WHAT YOU HAVE TO DO: Starting at the first line of the data, print every line up to and including the one with "font-size:18px; color:#1f3d34; font-weight:700", but no pictures.

INFORMATION SUPPLIED: Begin

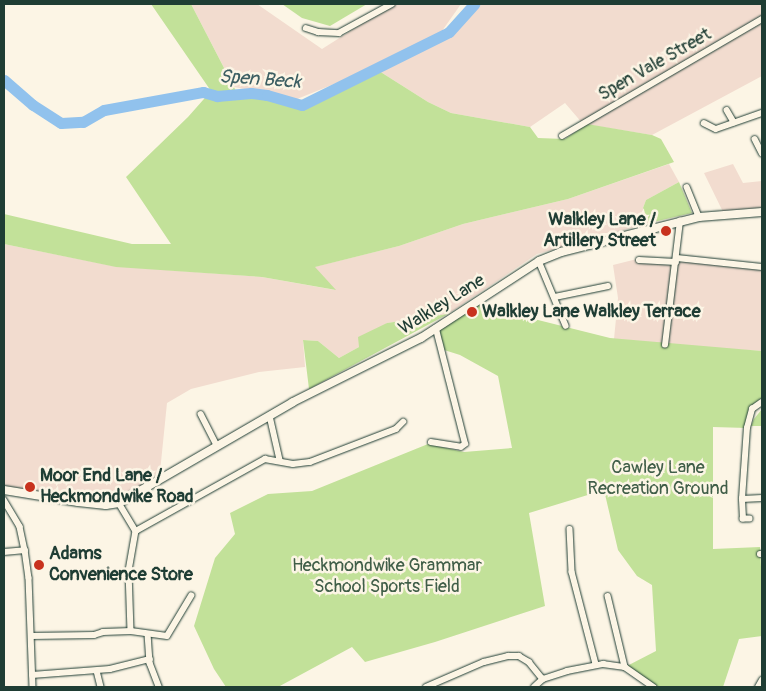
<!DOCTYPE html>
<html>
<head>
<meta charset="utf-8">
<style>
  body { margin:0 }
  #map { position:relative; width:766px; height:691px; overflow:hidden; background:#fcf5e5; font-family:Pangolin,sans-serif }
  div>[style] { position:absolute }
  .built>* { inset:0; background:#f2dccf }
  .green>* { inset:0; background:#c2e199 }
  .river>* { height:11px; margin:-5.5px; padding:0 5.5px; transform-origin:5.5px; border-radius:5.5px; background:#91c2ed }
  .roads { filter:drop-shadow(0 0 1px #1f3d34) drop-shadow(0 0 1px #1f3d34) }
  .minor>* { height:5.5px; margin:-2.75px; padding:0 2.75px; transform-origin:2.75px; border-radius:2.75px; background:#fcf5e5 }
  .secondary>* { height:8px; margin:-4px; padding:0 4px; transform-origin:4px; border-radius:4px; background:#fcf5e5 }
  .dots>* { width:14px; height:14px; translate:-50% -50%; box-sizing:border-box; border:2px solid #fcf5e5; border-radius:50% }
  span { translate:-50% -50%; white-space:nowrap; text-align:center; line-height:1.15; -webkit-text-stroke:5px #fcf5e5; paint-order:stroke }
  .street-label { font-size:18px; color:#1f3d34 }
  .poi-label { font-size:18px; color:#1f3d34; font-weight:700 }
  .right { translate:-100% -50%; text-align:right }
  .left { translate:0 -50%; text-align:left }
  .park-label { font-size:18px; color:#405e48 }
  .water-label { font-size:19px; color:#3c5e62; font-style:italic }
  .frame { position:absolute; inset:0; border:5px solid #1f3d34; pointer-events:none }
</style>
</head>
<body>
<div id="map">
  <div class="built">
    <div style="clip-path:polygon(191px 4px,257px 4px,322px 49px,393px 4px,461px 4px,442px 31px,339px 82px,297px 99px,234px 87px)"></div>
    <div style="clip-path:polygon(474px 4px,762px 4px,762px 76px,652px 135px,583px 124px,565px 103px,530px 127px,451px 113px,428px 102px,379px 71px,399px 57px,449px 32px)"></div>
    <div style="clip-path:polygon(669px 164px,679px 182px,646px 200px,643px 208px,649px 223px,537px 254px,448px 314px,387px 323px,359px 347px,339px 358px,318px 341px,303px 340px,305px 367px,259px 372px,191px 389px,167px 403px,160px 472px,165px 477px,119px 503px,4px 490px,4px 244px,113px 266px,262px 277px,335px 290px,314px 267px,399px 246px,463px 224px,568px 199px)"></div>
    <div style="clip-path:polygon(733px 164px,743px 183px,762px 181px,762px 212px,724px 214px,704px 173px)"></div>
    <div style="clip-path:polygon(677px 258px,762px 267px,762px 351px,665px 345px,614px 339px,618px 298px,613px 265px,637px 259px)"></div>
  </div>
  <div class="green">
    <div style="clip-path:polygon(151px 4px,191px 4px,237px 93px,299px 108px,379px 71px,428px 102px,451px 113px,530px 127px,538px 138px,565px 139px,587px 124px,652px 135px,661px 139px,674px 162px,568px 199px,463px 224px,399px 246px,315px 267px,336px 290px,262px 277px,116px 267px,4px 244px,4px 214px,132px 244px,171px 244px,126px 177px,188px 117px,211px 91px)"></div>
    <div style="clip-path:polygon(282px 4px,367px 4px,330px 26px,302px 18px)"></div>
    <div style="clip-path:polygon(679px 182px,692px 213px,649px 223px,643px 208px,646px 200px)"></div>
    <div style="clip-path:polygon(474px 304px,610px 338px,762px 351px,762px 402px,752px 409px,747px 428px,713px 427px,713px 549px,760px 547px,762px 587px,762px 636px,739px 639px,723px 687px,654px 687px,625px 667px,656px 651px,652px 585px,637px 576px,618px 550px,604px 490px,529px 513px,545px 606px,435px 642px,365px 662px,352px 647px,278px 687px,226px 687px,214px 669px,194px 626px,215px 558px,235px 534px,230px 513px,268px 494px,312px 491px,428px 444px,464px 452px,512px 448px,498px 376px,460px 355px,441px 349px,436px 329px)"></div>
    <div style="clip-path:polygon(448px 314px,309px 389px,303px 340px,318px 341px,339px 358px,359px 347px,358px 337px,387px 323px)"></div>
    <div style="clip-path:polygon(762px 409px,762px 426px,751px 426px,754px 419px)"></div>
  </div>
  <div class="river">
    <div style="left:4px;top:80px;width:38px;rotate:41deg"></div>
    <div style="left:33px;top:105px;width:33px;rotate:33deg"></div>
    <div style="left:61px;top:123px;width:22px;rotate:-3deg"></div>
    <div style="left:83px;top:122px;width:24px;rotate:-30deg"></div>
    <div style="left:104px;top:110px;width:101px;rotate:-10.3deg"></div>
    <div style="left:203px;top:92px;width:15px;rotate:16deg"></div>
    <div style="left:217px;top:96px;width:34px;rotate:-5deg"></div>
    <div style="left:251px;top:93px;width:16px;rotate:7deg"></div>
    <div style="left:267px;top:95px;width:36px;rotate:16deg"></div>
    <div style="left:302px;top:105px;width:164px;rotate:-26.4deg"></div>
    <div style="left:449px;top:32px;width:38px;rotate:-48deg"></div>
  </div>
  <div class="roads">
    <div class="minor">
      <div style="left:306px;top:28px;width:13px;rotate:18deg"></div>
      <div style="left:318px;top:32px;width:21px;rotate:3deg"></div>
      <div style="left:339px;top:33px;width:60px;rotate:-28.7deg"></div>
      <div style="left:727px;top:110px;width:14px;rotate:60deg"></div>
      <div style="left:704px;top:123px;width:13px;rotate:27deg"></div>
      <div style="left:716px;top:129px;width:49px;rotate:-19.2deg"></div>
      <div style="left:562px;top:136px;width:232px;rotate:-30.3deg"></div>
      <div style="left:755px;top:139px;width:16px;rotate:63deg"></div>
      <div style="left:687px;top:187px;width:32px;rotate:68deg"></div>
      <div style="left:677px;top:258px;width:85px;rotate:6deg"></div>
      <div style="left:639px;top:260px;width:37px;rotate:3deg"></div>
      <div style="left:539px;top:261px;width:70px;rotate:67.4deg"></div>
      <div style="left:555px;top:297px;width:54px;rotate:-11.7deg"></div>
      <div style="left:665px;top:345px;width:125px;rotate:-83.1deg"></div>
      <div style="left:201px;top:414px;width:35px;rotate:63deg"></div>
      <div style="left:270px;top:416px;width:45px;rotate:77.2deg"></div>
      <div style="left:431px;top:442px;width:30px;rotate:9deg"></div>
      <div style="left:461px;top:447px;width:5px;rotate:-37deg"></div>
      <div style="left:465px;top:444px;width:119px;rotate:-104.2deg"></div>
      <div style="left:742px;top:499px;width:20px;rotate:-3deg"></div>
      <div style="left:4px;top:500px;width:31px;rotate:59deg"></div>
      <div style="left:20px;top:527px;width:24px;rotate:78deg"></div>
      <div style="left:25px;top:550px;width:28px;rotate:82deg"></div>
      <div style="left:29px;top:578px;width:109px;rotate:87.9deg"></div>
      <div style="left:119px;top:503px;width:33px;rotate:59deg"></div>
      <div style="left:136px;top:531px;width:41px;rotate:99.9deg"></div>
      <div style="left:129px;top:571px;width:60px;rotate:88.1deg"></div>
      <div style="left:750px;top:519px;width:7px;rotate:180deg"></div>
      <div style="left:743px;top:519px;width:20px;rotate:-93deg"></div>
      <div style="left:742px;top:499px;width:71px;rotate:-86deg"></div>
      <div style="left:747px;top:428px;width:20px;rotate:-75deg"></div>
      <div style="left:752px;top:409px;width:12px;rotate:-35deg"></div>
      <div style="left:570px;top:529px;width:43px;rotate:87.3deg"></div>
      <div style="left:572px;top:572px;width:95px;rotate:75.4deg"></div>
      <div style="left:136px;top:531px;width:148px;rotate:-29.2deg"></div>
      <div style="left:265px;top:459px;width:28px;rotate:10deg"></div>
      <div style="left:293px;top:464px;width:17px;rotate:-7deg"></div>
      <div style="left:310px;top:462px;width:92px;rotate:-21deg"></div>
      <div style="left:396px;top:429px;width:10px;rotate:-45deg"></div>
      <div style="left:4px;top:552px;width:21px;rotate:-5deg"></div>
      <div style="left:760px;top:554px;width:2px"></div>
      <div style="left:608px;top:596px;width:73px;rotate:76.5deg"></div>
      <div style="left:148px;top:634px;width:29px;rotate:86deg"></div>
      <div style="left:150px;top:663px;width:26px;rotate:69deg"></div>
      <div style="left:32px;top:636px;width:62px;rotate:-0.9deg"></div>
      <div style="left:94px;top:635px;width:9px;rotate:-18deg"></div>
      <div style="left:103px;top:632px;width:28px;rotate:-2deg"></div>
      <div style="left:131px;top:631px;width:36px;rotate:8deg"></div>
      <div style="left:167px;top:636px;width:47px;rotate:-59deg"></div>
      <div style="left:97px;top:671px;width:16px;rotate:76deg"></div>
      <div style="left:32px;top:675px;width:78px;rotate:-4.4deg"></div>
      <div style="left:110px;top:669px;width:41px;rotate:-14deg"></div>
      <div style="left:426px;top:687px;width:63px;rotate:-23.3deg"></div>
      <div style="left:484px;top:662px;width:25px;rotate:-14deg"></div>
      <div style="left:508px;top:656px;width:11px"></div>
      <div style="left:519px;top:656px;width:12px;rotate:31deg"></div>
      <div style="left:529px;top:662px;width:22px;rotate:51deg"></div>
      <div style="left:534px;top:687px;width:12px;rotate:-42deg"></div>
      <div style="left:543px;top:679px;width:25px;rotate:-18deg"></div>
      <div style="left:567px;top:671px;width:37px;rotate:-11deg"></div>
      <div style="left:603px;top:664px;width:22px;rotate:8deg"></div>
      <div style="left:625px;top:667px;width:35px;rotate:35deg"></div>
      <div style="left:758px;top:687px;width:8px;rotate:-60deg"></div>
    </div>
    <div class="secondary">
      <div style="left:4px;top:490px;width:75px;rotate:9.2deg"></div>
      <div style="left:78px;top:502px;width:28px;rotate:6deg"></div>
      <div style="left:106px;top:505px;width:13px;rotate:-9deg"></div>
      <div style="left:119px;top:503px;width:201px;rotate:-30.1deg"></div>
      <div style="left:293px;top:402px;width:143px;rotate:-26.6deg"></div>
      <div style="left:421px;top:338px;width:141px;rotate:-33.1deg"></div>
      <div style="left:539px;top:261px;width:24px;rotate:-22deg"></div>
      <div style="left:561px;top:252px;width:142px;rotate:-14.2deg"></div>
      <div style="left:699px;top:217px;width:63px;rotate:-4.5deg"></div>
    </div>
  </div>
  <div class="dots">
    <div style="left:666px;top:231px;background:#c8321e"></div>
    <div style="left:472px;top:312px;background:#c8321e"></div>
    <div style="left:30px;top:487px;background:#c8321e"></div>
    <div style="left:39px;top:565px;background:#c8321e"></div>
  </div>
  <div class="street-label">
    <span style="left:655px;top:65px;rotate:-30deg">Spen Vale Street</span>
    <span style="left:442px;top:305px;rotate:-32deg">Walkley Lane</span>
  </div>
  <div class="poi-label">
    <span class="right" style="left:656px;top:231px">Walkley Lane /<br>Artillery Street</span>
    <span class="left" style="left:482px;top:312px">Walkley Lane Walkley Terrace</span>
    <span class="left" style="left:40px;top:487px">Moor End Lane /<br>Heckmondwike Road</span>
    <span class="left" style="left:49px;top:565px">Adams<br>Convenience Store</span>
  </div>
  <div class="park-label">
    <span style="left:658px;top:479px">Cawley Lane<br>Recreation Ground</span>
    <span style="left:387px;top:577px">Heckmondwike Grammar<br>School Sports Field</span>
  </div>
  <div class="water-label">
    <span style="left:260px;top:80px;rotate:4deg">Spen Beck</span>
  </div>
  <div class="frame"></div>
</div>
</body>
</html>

INFORMATION SUPPLIED: End

EXPECTED ANSWER:
<!DOCTYPE html>
<html>
<head>
<meta charset="utf-8">
<style>
  body { margin:0 }
  #map { position:relative; width:766px; height:691px; overflow:hidden; background:#fcf5e5; font-family:Pangolin,sans-serif }
  div>[style] { position:absolute }
  .built>* { inset:0; background:#f2dccf }
  .green>* { inset:0; background:#c2e199 }
  .river>* { height:11px; margin:-5.5px; padding:0 5.5px; transform-origin:5.5px; border-radius:5.5px; background:#91c2ed }
  .roads { filter:drop-shadow(0 0 1px #1f3d34) drop-shadow(0 0 1px #1f3d34) }
  .minor>* { height:5.5px; margin:-2.75px; padding:0 2.75px; transform-origin:2.75px; border-radius:2.75px; background:#fcf5e5 }
  .secondary>* { height:8px; margin:-4px; padding:0 4px; transform-origin:4px; border-radius:4px; background:#fcf5e5 }
  .dots>* { width:14px; height:14px; translate:-50% -50%; box-sizing:border-box; border:2px solid #fcf5e5; border-radius:50% }
  span { translate:-50% -50%; white-space:nowrap; text-align:center; line-height:1.15; -webkit-text-stroke:5px #fcf5e5; paint-order:stroke }
  .street-label { font-size:18px; color:#1f3d34 }
  .poi-label { font-size:18px; color:#1f3d34; font-weight:700 }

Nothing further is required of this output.